Extract, without alteration, each line from the start of the listing to the line bearing "List all labels, markers".

== RECORDS ==

Content starts

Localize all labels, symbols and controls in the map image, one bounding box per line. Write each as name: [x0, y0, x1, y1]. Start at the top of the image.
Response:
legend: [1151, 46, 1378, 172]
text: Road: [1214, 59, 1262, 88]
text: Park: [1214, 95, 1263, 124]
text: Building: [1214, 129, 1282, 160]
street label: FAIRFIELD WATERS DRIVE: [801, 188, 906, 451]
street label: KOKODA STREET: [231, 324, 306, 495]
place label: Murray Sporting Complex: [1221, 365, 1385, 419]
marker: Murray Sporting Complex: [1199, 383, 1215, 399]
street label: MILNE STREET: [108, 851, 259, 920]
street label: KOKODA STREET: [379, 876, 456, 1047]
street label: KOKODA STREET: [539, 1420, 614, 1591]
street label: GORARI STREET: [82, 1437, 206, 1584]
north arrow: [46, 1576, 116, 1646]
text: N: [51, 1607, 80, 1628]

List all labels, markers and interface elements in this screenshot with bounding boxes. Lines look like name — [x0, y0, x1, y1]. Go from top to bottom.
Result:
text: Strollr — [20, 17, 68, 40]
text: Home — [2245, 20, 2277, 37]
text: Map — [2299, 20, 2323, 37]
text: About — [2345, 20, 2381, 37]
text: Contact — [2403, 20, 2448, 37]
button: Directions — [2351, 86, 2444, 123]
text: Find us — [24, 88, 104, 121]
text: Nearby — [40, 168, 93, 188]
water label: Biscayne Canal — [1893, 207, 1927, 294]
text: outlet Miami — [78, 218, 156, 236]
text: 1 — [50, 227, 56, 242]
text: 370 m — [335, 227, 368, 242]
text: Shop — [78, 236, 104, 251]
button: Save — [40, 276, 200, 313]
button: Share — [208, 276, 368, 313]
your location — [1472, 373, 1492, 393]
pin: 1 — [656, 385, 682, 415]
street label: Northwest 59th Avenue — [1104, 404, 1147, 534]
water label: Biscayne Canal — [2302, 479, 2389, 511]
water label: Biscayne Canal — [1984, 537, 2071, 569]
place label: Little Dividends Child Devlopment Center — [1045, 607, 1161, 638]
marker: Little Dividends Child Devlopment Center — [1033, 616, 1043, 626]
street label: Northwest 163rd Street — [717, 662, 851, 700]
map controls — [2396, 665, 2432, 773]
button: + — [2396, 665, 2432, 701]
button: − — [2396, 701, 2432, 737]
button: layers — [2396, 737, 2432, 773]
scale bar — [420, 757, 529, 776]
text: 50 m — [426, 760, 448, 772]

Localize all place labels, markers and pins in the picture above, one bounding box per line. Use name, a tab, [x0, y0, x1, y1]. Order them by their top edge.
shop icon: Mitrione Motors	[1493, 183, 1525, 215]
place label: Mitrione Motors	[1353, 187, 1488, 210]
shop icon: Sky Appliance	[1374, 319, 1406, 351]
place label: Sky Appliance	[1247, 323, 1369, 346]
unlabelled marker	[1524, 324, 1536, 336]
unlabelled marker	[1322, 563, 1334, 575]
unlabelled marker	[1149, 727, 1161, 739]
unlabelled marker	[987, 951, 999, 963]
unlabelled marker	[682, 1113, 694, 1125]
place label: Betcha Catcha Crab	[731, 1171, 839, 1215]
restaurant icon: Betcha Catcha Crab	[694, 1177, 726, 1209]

Content ends

== SOLUTION ==
Localize all labels, symbols and controls in the map image, one bounding box per line. Write each as name: [x0, y0, x1, y1]. Start at the top of the image.
Response:
legend: [1151, 46, 1378, 172]
text: Road: [1214, 59, 1262, 88]
text: Park: [1214, 95, 1263, 124]
text: Building: [1214, 129, 1282, 160]
street label: FAIRFIELD WATERS DRIVE: [801, 188, 906, 451]
street label: KOKODA STREET: [231, 324, 306, 495]
place label: Murray Sporting Complex: [1221, 365, 1385, 419]
marker: Murray Sporting Complex: [1199, 383, 1215, 399]
street label: MILNE STREET: [108, 851, 259, 920]
street label: KOKODA STREET: [379, 876, 456, 1047]
street label: KOKODA STREET: [539, 1420, 614, 1591]
street label: GORARI STREET: [82, 1437, 206, 1584]
north arrow: [46, 1576, 116, 1646]
text: N: [51, 1607, 80, 1628]

List all labels, markers and interface elements in this screenshot with bounding boxes. Lines look like name — [x0, y0, x1, y1]. Go from top to bottom.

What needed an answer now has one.